Поэт Уильям Джей Смит в своем теплом эссе «Поэты и переводчики» рассказал о том, как непроста и увлекательна оказалась работа над переводами стихов Вознесенского.
Бродский, попав в Америку, быстро пришел к выводу, что «английский язык — это чрезвычайно здоровый язык. Куда более здоровый, чем русский». Вознесенский, как часто ни бывал за океаном, все равно предпочитал «Мелодию Кирилла и Мефодия»:
Мешало ли это американским коллегам — понимать и ценить Вознесенского? Смит говорил про Вознесенского, которого считал своим другом: «Мне кажется, что между нами с Андреем действительно установилась телепатическая связь».
В 1972 году Вознесенский стал первым советским поэтом — почетным членом Американской академии искусств и литературы. Тогда же шесть американских поэтов — У. X. Оден, Ричард Уилбур, Юджин Гарриг, Стэнли Кюниц, Стэнли Мосс и Смит — корпели над сборником, который готовило издательство «Бэйсик букс компани». Оден заметит потом, что «сложность метрических эффектов Вознесенского способна привести в отчаяние любого переводчика». Но стихи, переведенные Оденом, привели в восторг знатоков: «Один безумец понял другого».
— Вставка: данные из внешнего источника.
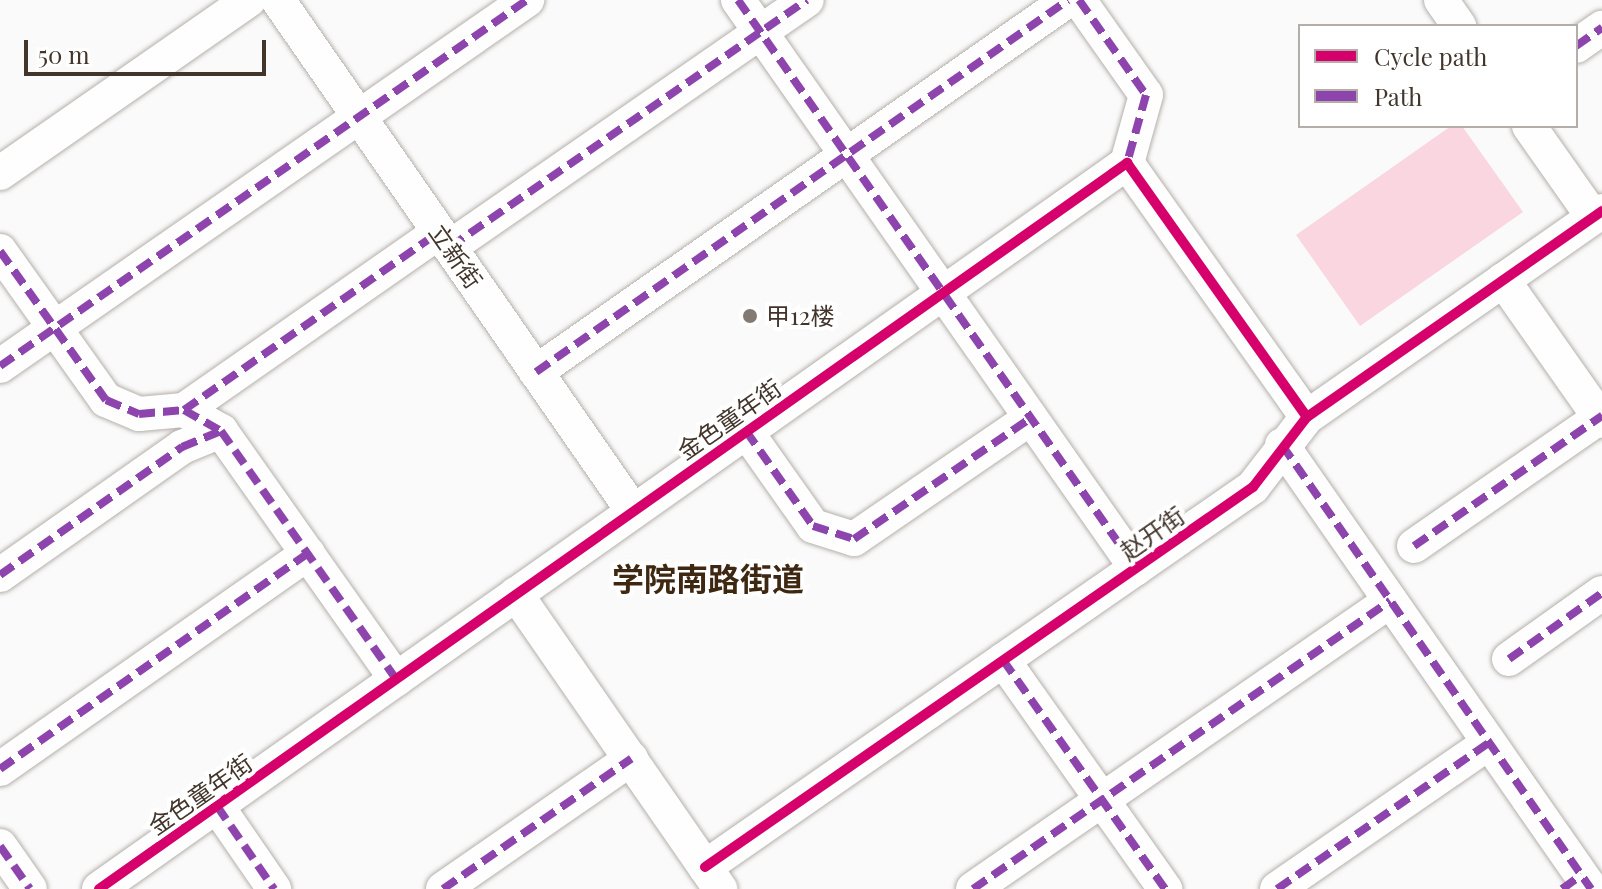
<!DOCTYPE html>
<html>
<head>
<meta charset="utf-8">
<style>
  body { margin:0 }
  #map { position:relative; width:1602px; height:889px; overflow:hidden; background:#fafafa; font-family:"Playfair Display","Noto Sans SC",serif }
  div>[style] { position:absolute }
  .green>* { inset:0; background:#f9d6e0 }
  .roads { filter:drop-shadow(0 0 2px #b5b0ab) drop-shadow(0 0 2px #b5b0ab) }
  .minor>* { height:34px; margin:-17px; padding:0 17px; transform-origin:17px; border-radius:17px; background:#fefefe }
  .quiet>* { height:8px; margin-top:-4px; transform-origin:0; background:repeating-linear-gradient(90deg,#8e44ad 0 16px,transparent 0 24px) }
  .cycleway>* { height:10px; margin:-5px; padding:0 5px; transform-origin:5px; border-radius:5px; background:#d6006c }
  .dots>* { width:22px; height:22px; translate:-50% -50%; box-sizing:border-box; border:4px solid #fff; border-radius:50% }
  span { translate:-50% -50%; white-space:nowrap; text-align:center; line-height:1.15; -webkit-text-stroke:8px #fff; paint-order:stroke }
  .street-label { font-size:24px; color:#42352b }
  .poi-label { font-size:24px; color:#42352b }
  .left { translate:0 -50%; text-align:left }
  .district-label { font-size:32px; color:#3f2812; font-weight:700 }
  .legend { position:absolute; left:1298px; top:24px; width:280px; height:104px; box-sizing:border-box; background:#fff; border:2px solid #b3aeaa; margin:0; padding:10px 14px; list-style:none; font-size:24px; color:#42352b }
  .legend li { display:flex; align-items:center; gap:16px; height:40px }
  .legend b { width:40px; border:2px solid #b3aeaa }
  .scale { position:absolute; left:24px; top:40px; width:242px; height:36px; box-sizing:border-box; border:4px solid #42352b; border-top:0; padding-left:10px; font-size:24px; line-height:28px; white-space:nowrap; color:#42352b; -webkit-text-stroke:6px #fff; paint-order:stroke }
</style>
</head>
<body>
<div id="map">
  <div class="green">
    <i style="clip-path:polygon(1451px 126px,1462px 126px,1523px 212px,1360px 326px,1296px 235px)"></i>
  </div>
  <div class="roads">
    <div class="minor">
      <i style="left:278px;top:0;width:622px;rotate:55.21deg"></i>
      <i style="left:738px;top:0;width:694px;rotate:54.98deg"></i>
      <i style="left:1079px;top:0;width:116px;rotate:54.8deg"></i>
      <i style="left:1146px;top:95px;width:71px;rotate:105.6deg"></i>
      <i style="left:1441px;top:0;width:32px;rotate:55deg"></i>
      <i style="left:1576px;top:46px;width:32px;rotate:-35deg"></i>
      <i style="left:1529px;top:126px;width:111px;rotate:54.9deg"></i>
      <i style="left:0;top:173px;width:303px;rotate:-34.8deg"></i>
      <i style="left:450px;top:247px;width:434px;rotate:-34.7deg"></i>
      <i style="left:0;top:251px;width:183px;rotate:54.6deg"></i>
      <i style="left:106px;top:400px;width:36px;rotate:23deg"></i>
      <i style="left:139px;top:414px;width:45px;rotate:-5.1deg"></i>
      <i style="left:184px;top:410px;width:43px;rotate:29.6deg"></i>
      <i style="left:221px;top:431px;width:304px;rotate:54.8deg"></i>
      <i style="left:1503px;top:280px;width:172px;rotate:54.9deg"></i>
      <i style="left:0;top:366px;width:642px;rotate:-34.78deg"></i>
      <i style="left:536px;top:372px;width:649px;rotate:-34.96deg"></i>
      <i style="left:184px;top:410px;width:311px;rotate:-34.9deg"></i>
      <i style="left:746px;top:431px;width:116px;rotate:54.8deg"></i>
      <i style="left:813px;top:526px;width:43px;rotate:17.6deg"></i>
      <i style="left:854px;top:539px;width:214px;rotate:-34.4deg"></i>
      <i style="left:1282px;top:445px;width:541px;rotate:55.16deg"></i>
      <i style="left:1414px;top:546px;width:229px;rotate:-34.7deg"></i>
      <i style="left:0;top:575px;width:223px;rotate:-35.1deg"></i>
      <i style="left:182px;top:447px;width:42px;rotate:-22.3deg"></i>
      <i style="left:516px;top:594px;width:359px;rotate:55.3deg"></i>
      <i style="left:1509px;top:659px;width:114px;rotate:-35.4deg"></i>
      <i style="left:1003px;top:660px;width:281px;rotate:54.7deg"></i>
      <i style="left:0;top:769px;width:376px;rotate:-35deg"></i>
      <i style="left:217px;top:806px;width:101px;rotate:55.5deg"></i>
      <i style="left:0;top:846px;width:52px;rotate:55.1deg"></i>
      <i style="left:705px;top:867px;width:667px;rotate:-34.74deg"></i>
      <i style="left:1253px;top:487px;width:88px;rotate:-52.4deg"></i>
      <i style="left:1307px;top:417px;width:360px;rotate:-34.9deg"></i>
      <i style="left:99px;top:889px;width:1259px;rotate:-35.23deg"></i>
      <i style="left:1127px;top:163px;width:311px;rotate:54.7deg"></i>
      <i style="left:443px;top:889px;width:229px;rotate:-34.7deg"></i>
      <i style="left:973px;top:889px;width:507px;rotate:-34.63deg"></i>
      <i style="left:1277px;top:889px;width:257px;rotate:-34.6deg"></i>
    </div>
  </div>
  <div class="quiet">
    <i style="left:738px;top:0;width:694px;rotate:54.98deg"></i>
    <i style="left:1079px;top:0;width:116px;rotate:54.8deg"></i>
    <i style="left:1146px;top:95px;width:71px;rotate:105.6deg"></i>
    <i style="left:1576px;top:46px;width:32px;rotate:-35deg"></i>
    <i style="left:450px;top:247px;width:434px;rotate:-34.7deg"></i>
    <i style="left:0;top:251px;width:183px;rotate:54.6deg"></i>
    <i style="left:106px;top:400px;width:36px;rotate:23deg"></i>
    <i style="left:139px;top:414px;width:45px;rotate:-5.1deg"></i>
    <i style="left:184px;top:410px;width:43px;rotate:29.6deg"></i>
    <i style="left:221px;top:431px;width:304px;rotate:54.8deg"></i>
    <i style="left:0;top:366px;width:642px;rotate:-34.78deg"></i>
    <i style="left:536px;top:372px;width:649px;rotate:-34.96deg"></i>
    <i style="left:184px;top:410px;width:311px;rotate:-34.9deg"></i>
    <i style="left:746px;top:431px;width:116px;rotate:54.8deg"></i>
    <i style="left:813px;top:526px;width:43px;rotate:17.6deg"></i>
    <i style="left:854px;top:539px;width:214px;rotate:-34.4deg"></i>
    <i style="left:1282px;top:445px;width:541px;rotate:55.16deg"></i>
    <i style="left:1414px;top:546px;width:229px;rotate:-34.7deg"></i>
    <i style="left:0;top:575px;width:223px;rotate:-35.1deg"></i>
    <i style="left:182px;top:447px;width:42px;rotate:-22.3deg"></i>
    <i style="left:1509px;top:659px;width:114px;rotate:-35.4deg"></i>
    <i style="left:1003px;top:660px;width:281px;rotate:54.7deg"></i>
    <i style="left:0;top:769px;width:376px;rotate:-35deg"></i>
    <i style="left:217px;top:806px;width:101px;rotate:55.5deg"></i>
    <i style="left:0;top:846px;width:52px;rotate:55.1deg"></i>
    <i style="left:443px;top:889px;width:229px;rotate:-34.7deg"></i>
    <i style="left:973px;top:889px;width:507px;rotate:-34.63deg"></i>
    <i style="left:1277px;top:889px;width:257px;rotate:-34.6deg"></i>
    <i style="left:1562px;top:889px;width:24px;rotate:-36deg"></i>
  </div>
  <div class="cycleway">
    <i style="left:705px;top:867px;width:667px;rotate:-34.74deg"></i>
    <i style="left:1253px;top:487px;width:88px;rotate:-52.4deg"></i>
    <i style="left:1307px;top:417px;width:360px;rotate:-34.9deg"></i>
    <i style="left:99px;top:889px;width:1259px;rotate:-35.23deg"></i>
    <i style="left:1127px;top:163px;width:311px;rotate:54.7deg"></i>
  </div>
  <div class="dots">
    <i style="left:750px;top:316px;background:#827a73"></i>
  </div>
  <div class="street-label">
    <span style="left:456px;top:256px;rotate:55deg">立新街</span>
    <span style="left:729px;top:419px;rotate:-35deg">金色童年街</span>
    <span style="left:1152px;top:533px;rotate:-35deg">赵开街</span>
    <span style="left:200px;top:794px;rotate:-35deg">金色童年街</span>
  </div>
  <div class="poi-label">
    <span class="left" style="left:766px;top:316px">甲12楼</span>
  </div>
  <div class="district-label">
    <span style="left:708px;top:578px">学院南路街道</span>
  </div>
  <ul class="legend">
  <li><b style="height:10px;background:#d6006c"></b>Cycle path</li>
  <li><b style="height:10px;background:#8e44ad"></b>Path</li>
  </ul>
  <div class="scale">50 m</div>
</div>
</body>
</html>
Пытаться взвешивать поэтов на весах — неблагодарное занятие. Часто о них судят, томно глазки закатив: вот тут искусство — а вот тут что-то не то… Увы, в таких суждениях — одни лишь позы, моды и пристрастия, слепая вера в фирменные лейблы премий, идеологический расклад, да что угодно. Только не любовь и не чуткость к поэзии, которая как раз прекрасна тем, что есть в ней разные, непохожие — и равно великие имена. А судить? — пусть время их рассудит.
Иной нелепый критик затуманивает часто пустоты мысли выспренним потоком слов. В скандальных выпадах Бродского против Вознесенского, Евтушенко и Аксенова находят «принадлежность к разным этосам, а не конкретные обиды».
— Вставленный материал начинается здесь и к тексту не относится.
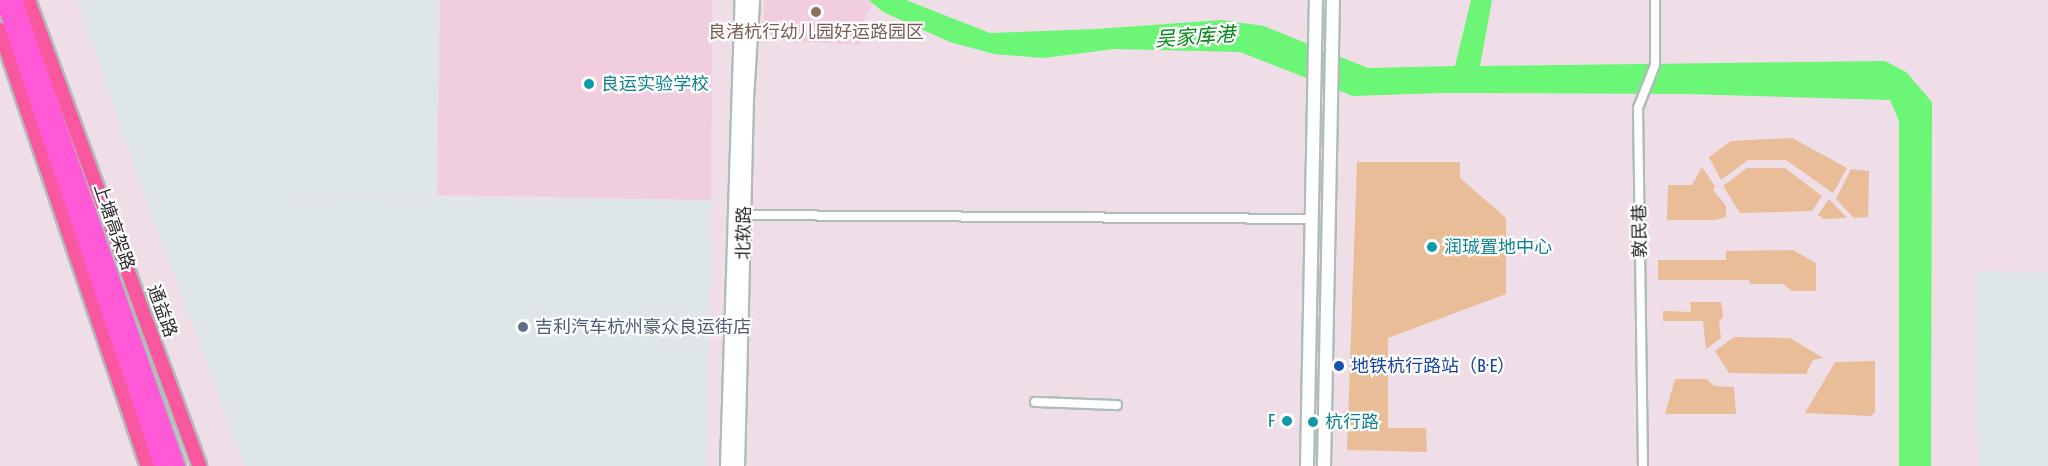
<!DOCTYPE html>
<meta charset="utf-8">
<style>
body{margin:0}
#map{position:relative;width:2048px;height:466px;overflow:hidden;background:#efdee8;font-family:"Asap Condensed","Noto Sans SC",sans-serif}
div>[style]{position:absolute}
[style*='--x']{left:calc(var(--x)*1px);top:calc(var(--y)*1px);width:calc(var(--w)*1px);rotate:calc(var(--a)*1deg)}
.industrial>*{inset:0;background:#dfe6e7}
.education>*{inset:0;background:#f1cde0}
.green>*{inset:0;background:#e8bd98}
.water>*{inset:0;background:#6cf675}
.roads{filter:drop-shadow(2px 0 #aebdb7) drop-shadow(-2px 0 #aebdb7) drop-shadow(0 2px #aebdb7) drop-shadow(0 -2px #aebdb7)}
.street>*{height:8px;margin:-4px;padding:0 4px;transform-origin:4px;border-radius:4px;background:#fff}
.secondary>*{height:12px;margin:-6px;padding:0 6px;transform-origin:6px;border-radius:6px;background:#fff}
.primary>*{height:14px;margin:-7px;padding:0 7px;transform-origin:7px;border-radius:7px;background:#f9589e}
.highway>*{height:15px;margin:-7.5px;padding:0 7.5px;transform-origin:7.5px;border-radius:7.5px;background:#ff59d8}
.dots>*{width:16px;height:16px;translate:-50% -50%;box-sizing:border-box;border:3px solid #fff;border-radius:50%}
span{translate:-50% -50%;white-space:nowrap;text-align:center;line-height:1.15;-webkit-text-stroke:4.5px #fff;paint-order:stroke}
.education-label{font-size:18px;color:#785e54}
.culture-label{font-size:18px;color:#0d838f}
.left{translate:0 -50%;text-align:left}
.right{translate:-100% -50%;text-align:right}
.street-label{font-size:18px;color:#2c2c2c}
.service-label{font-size:18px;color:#4e5e75}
.transit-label{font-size:18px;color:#164399}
.water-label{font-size:20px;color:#07891b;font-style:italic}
</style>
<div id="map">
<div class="industrial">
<i style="clip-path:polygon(77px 0,440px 0,437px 195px,283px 196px,711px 200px,706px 466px,245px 466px,144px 194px)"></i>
<i style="clip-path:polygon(1976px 271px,2048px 272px,2048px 466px,1979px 466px)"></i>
</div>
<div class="education">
<i style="clip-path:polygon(440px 0,712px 0,711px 200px,437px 195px)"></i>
<i style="clip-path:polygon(764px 0,875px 0,861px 25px,861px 45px,764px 40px)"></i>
</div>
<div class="green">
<i style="clip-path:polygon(1792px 138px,1847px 168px,1833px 193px,1786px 160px,1748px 160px,1721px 180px,1709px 157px,1731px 141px)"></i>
<i style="clip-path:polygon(1357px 162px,1460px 162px,1460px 178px,1506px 218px,1506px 294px,1388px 338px,1388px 428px,1426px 428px,1427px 452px,1347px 450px)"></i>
<i style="clip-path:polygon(1702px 167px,1715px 186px,1713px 190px,1726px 206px,1726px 217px,1715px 220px,1667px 220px,1668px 185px,1692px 185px)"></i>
<i style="clip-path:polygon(1747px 168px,1785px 168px,1822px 196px,1812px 211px,1740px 213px,1723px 186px)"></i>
<i style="clip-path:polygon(1851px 169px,1869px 171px,1868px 217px,1854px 218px,1836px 199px)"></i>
<i style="clip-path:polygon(1829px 199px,1847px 218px,1824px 219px,1818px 215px)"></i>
<i style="clip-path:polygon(1793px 250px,1816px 263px,1816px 291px,1792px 291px,1783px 284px,1750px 284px,1749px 280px,1658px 280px,1658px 260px,1726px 260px,1726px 251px)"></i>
<i style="clip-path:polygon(1690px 302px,1721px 302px,1723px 317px,1719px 322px,1721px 338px,1706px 349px,1703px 321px,1663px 321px,1663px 311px,1691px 312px)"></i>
<i style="clip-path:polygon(1734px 337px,1790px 338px,1823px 358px,1813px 360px,1806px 374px,1729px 373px,1715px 351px)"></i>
<i style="clip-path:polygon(1875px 361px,1875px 412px,1871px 416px,1805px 413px,1835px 362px)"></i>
<i style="clip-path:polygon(1675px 379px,1707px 379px,1714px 386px,1734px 387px,1736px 414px,1665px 414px)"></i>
</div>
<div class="water">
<i style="clip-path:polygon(869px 0,906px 0,990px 33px,1097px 29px,1221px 20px,1264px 26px,1368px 68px,1455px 66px,1471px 0,1492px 0,1480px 66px,1885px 61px,1906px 72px,1932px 102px,1931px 466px,1899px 466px,1899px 121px,1890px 100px,1686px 94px,1444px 93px,1353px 96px,1240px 52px,1114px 49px,1043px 58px,994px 54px,950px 42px,883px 12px)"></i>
</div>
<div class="roads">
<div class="street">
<i style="--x:745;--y:215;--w:566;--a:0.4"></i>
<i style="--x:1035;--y:402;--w:82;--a:2.1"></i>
<i style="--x:1643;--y:466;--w:358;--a:-90.8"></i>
<i style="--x:1638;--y:108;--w:46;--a:-68.4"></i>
<i style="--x:1655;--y:65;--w:65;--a:-90"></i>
</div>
<div class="secondary">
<i style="--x:727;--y:466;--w:466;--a:-88.2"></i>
<i style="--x:738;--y:466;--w:367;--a:-88.6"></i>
<i style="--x:747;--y:99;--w:99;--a:-86.5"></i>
<i style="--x:1307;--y:466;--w:466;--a:-88.9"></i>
<i style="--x:1324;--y:466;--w:466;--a:-88.9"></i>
</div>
<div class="primary">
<i style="--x:28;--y:0;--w:496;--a:69.8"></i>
<i style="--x:0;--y:30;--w:460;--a:71.3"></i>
</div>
<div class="highway">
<i style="--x:3;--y:0;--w:492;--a:71.2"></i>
<i style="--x:14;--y:0;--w:494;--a:70.7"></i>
</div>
</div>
<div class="dots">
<i style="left:816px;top:12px;background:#8d6e63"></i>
<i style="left:589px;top:84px;background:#0f9aa8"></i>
<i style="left:1432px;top:247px;background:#0f9aa8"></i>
<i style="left:523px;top:327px;background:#5c6f8a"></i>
<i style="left:1339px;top:366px;background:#1a4fb4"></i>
<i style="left:1287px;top:421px;background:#0f9aa8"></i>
<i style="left:1313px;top:422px;background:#0f9aa8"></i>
</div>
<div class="education-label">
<span style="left:816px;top:32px">良渚杭行幼儿园好运路园区</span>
</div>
<div class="culture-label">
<span class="left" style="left:601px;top:84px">良运实验学校</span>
<span class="left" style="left:1444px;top:247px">润珹置地中心</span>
<span class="right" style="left:1275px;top:421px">F</span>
<span class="left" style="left:1325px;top:422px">杭行路</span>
</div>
<div class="street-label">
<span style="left:114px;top:227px;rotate:71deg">上塘高架路</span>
<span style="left:1640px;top:231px;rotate:-91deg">敦民巷</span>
<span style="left:744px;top:233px;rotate:-89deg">北软路</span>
<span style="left:162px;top:311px;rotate:70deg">通益路</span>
</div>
<div class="service-label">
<span class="left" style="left:535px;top:327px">吉利汽车杭州豪众良运街店</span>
</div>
<div class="transit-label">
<span class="left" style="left:1351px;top:366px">地铁杭行路站（B·E）</span>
</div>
<div class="water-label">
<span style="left:1195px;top:36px;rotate:-4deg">吴家库港</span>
</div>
</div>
Как объясняют ценители Бродского интерес Одена, Миллера и других значительных литераторов к Вознесенскому? Объясняют нелепо, но зато витиевато: «Детерминированная такого рода местным контекстом поэзия может даже искать легитимизации своего опыта путем соотнесения с опытом поэзий иноязычных — но это происходит не на уровне диалога поэтик, а на уровне „групповых фотографий“, таких как „Андрей Вознесенский с Алленом Гинзбергом и Лоуренсом Ферлингетти“. Факт личного знакомства здесь подменяет реальное взаимодействие поэтических практик» (Иностранная литература. 2007. № 10).
Что на это ответить, да и надо ли? Что-то вроде: дык, паки, паки, иже херувимы…
Тут, как заметил Осип Мандельштам, «спадая с плеч, окаменела ложноклассическая шаль».
«Вознесенский, верните мне сына!» Рассказ поэта Юрия Кублановского
Теперь же — читателя ждет рассказ поэта очень интересного. Однажды он написал вдруг про Андрея Андреевича очень злые строки: «…хорошо вам не знать недосыпа, / хитрый Межиров, глупый Евтух, / Вознесенский, валютная липа!»
В тех же стихах у него: «…в десяти шагах ЦДЛ. / Вот бы там старика Катаева / на оптический взять прицел!»
Дело давнее, те строки Юрия Кублановского затерялись где-то в начале восьмидесятых.
В 1984-м на них яростно отреагировал «Прогулкой в калашный ряд» Василий Аксенов. Василий Павлович рассорился с Бродским, который не только не поддержал его в эмиграции, но и стал пренебрежительно высказываться всюду о его романе «Ожог». Кублановский некоторое время был близок к соратникам Бродского, и стихи его, как и все, что исходило из этого «лагеря», казались Аксенову признаком одной эпидемии. Почему, удивлялся он, «объектами мстительной линзы оказались не какие-то там махровые грибачевы и фирсовы, но самый яркий прозаик и самый яркий поэт советской литературы»?! (Аксенов имеет в виду Катаева и Вознесенского.)
Но это было нормой — в перепалках никто тогда друг друга не щадил. Для одних это была лишь форма литературного маркетинга. Другие — и к их числу относились Аксенов с Кублановским — искренне верили, что эта взаимная борьба ведется ради высоких смыслов и идей.
Со сплоченным окружением Бродского, кстати, отношения у Кублановского тоже разладились скоро. Едва стало ясно, что к поэту благосклонен Солженицын, Кублановскому объяснили незатейливо: или с нами — или с ним. У литсобратьев и в эмиграции такой же «закон — тайга».